Du « suprématie » à l’« avantage quantique » vérifiable
En 2019, Google affirmait avoir atteint la « suprématie quantique » grâce à son processeur Sycamore de 53 qubits, capables de réaliser un calcul artificiel en 200 secondes, contre plusieurs millénaires pour un supercalculateur classique. Ce jalon, bien que spectaculaire, portait sur un problème à usage essentiellement académique. Aujourd’hui, Google franchit une nouvelle étape en revendiquant un « avantage quantique vérifiable » avec Willow, son processeur quantique de dernière génération, et l’algorithme Quantum Echoes. Cette fois, la promesse concerne une application concrète : la simulation de la structure d’une molécule via la résolution d’Otoc (Out-of-Time-Order Correlators) mesurables par résonance magnétique nucléaire.
Quantum Echoes : sonder la structure moléculaire
Quantum Echoes repose sur l’évaluation de correlateurs quantiques dits « hors ordre temporel », qui captent la manière dont l’information se “rétrempe” dans un système quantique. En pratique, l’algorithme place Willow dans un état préparé, exécute une séquence d’opérations sur les qubits, puis mesure l’« écho » résultant. Cette quantité peut être comparée, d’une part, à une simulation sur un second ordinateur quantique de puissance équivalente, et d’autre part, à des données expérimentales obtenues par spectrométrie par résonance magnétique nucléaire (RMN) sur la molécule réelle.
Un bond de performance de 13 000× ?
Selon Google, l’exécution du même calcul sur le superordinateur Frontier (un mastodonte classique de Oak Ridge) aurait pris environ 13 000 fois plus de temps que sur Willow, pour un problème simulé à 65 qubits.
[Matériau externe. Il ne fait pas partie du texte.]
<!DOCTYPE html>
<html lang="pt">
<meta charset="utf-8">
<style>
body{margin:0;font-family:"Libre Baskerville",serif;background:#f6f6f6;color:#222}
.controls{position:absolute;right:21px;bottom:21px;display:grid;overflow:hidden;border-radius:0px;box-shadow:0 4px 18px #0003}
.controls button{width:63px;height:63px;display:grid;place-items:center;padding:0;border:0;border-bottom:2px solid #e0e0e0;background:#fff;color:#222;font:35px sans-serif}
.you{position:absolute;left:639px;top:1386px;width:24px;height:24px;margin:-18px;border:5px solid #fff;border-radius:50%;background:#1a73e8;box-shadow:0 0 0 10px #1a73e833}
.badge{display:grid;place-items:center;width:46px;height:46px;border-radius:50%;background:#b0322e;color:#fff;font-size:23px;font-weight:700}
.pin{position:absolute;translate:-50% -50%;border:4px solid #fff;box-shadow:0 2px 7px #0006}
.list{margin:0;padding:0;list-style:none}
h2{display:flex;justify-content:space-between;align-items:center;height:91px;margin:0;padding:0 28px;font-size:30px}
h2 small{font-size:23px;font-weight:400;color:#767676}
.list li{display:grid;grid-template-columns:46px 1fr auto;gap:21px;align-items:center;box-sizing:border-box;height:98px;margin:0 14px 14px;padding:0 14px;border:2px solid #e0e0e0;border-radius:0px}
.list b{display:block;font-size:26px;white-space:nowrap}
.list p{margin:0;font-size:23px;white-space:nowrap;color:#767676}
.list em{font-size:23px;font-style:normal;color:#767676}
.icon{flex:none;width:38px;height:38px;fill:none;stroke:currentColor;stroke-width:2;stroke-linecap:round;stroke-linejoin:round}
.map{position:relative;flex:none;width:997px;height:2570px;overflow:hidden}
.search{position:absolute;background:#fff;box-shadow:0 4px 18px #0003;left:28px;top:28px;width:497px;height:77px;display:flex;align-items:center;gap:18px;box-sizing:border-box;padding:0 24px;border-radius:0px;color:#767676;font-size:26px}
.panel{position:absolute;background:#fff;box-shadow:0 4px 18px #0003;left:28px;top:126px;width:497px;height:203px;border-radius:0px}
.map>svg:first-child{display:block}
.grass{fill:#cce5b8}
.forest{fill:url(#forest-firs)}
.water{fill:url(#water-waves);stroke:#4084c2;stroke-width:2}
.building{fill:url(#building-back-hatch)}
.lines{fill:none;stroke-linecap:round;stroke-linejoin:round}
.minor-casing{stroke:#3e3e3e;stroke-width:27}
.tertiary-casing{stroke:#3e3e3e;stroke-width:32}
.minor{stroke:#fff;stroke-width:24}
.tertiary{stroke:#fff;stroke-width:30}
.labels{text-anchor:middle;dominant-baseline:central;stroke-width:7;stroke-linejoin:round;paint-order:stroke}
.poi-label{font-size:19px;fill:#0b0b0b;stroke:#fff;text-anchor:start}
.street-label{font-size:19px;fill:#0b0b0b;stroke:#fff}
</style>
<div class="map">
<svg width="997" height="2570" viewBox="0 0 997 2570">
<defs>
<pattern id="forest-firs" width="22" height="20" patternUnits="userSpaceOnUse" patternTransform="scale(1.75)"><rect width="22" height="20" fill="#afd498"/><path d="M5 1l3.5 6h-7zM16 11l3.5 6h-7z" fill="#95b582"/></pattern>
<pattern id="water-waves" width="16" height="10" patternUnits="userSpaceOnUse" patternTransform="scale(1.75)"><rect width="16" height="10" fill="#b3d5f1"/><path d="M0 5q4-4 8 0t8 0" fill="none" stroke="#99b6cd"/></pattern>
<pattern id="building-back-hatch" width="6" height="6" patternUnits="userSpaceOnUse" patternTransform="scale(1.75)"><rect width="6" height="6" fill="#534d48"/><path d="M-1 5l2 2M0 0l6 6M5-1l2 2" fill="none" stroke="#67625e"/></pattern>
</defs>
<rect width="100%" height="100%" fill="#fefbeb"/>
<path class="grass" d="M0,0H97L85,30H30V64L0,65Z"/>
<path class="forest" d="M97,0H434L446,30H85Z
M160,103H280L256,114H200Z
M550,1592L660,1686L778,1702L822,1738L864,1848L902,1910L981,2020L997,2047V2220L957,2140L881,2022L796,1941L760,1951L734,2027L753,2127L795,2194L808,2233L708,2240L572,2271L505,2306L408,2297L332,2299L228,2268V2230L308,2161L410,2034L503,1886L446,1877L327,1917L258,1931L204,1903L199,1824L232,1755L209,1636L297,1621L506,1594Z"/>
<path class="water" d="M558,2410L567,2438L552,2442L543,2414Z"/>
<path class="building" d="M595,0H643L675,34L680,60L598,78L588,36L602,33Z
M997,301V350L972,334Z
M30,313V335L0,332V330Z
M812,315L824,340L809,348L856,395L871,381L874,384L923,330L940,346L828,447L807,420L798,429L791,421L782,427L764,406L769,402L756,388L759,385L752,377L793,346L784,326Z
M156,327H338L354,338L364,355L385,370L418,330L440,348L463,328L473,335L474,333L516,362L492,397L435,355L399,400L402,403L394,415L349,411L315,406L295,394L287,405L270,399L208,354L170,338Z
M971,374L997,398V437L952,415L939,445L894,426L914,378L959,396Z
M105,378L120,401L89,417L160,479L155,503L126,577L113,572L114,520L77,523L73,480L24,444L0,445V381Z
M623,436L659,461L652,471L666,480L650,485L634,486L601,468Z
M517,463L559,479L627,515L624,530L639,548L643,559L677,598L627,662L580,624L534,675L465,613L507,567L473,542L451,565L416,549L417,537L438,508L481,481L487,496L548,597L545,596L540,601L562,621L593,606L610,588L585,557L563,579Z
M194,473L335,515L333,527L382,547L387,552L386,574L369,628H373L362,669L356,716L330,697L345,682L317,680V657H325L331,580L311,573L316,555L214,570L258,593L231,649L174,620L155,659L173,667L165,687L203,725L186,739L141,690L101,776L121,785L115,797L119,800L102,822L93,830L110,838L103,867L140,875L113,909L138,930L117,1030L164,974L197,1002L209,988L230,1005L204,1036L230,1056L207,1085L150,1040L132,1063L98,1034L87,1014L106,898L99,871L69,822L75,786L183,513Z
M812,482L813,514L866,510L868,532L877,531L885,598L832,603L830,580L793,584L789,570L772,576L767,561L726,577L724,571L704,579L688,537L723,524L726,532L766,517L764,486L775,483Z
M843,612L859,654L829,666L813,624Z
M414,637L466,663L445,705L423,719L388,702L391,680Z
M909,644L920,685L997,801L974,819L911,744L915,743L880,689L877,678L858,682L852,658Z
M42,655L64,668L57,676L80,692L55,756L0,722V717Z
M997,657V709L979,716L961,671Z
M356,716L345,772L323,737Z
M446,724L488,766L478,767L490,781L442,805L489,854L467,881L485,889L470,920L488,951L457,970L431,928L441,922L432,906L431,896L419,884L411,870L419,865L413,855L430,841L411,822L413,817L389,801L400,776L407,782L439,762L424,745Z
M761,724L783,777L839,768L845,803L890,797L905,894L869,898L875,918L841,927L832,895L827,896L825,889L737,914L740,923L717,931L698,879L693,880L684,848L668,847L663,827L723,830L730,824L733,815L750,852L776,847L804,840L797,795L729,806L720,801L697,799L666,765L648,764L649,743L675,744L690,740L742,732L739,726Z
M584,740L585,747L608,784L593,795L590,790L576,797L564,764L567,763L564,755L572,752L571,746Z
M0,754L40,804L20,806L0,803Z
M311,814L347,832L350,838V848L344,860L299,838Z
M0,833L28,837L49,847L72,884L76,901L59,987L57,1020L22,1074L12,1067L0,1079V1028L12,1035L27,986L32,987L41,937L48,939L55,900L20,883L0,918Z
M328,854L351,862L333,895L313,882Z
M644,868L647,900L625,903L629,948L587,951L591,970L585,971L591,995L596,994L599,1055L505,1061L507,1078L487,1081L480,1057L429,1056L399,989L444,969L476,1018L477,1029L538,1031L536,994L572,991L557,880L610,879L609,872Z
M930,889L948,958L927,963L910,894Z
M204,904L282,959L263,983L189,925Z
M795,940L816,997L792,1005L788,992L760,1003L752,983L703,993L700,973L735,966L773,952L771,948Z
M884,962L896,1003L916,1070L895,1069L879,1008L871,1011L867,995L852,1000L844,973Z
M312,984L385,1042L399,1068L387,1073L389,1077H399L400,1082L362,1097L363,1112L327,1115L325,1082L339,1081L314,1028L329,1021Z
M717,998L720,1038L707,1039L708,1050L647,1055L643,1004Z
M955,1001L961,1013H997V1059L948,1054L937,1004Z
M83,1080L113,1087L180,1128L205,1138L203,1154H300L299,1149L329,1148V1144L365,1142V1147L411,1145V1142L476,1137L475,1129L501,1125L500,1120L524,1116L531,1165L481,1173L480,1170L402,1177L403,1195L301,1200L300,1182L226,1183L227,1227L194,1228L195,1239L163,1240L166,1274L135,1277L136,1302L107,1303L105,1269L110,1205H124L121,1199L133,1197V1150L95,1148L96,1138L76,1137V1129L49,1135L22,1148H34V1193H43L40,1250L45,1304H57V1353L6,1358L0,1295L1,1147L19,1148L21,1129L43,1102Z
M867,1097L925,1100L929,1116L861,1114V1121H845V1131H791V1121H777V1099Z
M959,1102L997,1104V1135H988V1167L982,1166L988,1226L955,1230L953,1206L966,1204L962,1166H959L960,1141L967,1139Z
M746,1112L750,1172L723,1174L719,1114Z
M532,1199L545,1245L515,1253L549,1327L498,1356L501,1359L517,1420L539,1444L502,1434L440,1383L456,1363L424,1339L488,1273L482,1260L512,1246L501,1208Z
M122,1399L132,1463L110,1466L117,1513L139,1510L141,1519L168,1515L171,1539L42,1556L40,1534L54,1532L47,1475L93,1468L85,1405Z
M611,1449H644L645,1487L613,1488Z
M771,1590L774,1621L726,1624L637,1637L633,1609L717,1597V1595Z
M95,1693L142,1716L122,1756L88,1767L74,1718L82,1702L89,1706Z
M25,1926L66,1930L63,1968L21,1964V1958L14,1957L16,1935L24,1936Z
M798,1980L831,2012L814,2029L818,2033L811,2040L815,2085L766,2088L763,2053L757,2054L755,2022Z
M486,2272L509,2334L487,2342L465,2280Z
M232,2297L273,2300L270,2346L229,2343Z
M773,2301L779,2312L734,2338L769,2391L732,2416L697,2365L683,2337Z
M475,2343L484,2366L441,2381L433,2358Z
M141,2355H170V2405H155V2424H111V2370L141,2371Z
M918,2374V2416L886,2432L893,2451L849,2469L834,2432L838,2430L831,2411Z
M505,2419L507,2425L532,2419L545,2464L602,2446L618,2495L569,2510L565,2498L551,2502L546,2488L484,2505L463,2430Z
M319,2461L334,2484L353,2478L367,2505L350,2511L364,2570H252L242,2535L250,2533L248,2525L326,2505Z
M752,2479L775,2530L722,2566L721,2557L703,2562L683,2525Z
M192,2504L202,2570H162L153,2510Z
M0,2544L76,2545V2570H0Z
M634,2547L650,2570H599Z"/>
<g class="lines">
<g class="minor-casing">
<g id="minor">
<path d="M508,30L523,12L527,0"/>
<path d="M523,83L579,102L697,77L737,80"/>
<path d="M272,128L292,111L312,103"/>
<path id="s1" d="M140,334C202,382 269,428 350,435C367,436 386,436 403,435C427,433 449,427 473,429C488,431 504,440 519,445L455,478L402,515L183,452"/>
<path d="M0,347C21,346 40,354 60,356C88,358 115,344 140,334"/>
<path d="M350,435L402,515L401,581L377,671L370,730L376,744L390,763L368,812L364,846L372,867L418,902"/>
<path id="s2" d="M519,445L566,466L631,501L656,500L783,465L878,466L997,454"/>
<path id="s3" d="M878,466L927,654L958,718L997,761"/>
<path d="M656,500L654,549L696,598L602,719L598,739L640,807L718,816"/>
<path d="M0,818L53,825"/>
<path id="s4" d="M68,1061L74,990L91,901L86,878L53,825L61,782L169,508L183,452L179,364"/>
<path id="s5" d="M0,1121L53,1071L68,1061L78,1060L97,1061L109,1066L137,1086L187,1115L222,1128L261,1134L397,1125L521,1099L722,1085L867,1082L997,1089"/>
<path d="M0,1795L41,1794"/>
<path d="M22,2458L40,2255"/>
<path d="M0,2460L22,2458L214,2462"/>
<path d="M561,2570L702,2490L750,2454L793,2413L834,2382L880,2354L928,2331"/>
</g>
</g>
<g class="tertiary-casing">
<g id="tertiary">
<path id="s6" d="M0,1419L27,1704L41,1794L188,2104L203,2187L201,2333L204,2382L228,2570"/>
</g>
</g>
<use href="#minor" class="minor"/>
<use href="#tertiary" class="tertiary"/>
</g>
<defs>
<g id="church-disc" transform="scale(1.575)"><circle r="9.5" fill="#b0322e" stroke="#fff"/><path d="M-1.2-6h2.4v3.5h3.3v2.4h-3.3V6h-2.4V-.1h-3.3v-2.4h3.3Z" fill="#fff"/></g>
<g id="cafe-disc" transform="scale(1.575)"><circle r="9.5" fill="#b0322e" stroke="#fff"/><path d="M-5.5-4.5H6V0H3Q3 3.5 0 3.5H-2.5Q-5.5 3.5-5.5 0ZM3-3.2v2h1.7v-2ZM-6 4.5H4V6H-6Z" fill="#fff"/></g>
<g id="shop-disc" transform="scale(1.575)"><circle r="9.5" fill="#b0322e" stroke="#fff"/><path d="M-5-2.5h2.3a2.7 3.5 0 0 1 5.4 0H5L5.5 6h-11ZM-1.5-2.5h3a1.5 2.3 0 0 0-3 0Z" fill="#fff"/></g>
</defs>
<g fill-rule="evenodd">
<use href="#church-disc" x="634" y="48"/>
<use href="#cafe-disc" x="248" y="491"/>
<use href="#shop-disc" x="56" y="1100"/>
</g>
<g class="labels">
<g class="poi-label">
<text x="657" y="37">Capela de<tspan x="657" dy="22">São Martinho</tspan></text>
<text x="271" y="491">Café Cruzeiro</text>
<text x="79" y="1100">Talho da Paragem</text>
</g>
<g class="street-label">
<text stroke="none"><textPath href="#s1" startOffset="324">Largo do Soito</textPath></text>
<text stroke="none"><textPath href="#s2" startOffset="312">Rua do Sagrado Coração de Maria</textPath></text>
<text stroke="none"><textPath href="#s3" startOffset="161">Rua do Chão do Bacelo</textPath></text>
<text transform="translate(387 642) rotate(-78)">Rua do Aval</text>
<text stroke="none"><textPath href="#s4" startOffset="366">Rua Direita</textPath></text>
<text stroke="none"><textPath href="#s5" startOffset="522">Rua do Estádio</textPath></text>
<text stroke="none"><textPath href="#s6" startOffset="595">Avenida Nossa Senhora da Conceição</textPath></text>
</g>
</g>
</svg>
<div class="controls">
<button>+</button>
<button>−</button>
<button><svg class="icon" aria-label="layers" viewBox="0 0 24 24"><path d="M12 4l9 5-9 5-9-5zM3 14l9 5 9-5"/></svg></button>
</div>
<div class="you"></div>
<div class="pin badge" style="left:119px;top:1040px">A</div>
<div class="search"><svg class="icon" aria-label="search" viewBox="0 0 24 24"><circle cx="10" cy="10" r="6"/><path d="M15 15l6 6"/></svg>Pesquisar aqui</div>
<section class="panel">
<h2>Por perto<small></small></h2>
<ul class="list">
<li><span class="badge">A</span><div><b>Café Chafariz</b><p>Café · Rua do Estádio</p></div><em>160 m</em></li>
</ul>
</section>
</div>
Il faut toutefois distinguer deux volets :
- 65 qubits simulés : la performance record proclamée puise sa comparaison dans un calcul théorique, extrapolé par une modélisation de Willow à grande échelle.
- 15 qubits expérimentaux : la démonstration pratique, réalisée sur un prototype de 15 qubits, a été validée par RMN, mais sans reproduire la même accélération 13 000×, faute de superordinateur classique capable d’un tel comparatif à cette échelle.
Cette distinction souligne la différence entre un exploit mathématique abstrait et une application expérimentale réellement mesurable.
Le rôle central de Willow
Willow, le nouveau processeur quantique de Google Quantum AI, intègre plusieurs avancées technologiques :
- une architecture à base de qubits supraconducteurs optimisés pour réduire le « bruit » et augmenter la cohérence ;
- un circuit de mesure et de contrôle à basse température, assurant une meilleure fidélité des opérations quantiques ;
- une caméra cryogénique et un calibrage automatique pour stabiliser les flux de photons et garantir la répétabilité des expériences.
Ces innovations permettent d’envisager des algorithmes plus longs et plus complexes, tout en conservant un taux d’erreur compatible avec les besoins de simulation moléculaire.
Vérification indépendante et scepticisme
Google insiste sur le caractère « vérifiable » de son avantage :
- la comparaison théorique avec un second ordinateur quantique équivalent, avec lequel effectuer la même mesure d’Otoc ;
- la confrontation aux résultats obtenus par RMN sur la même molécule, offrant une validation expérimentale « physique ».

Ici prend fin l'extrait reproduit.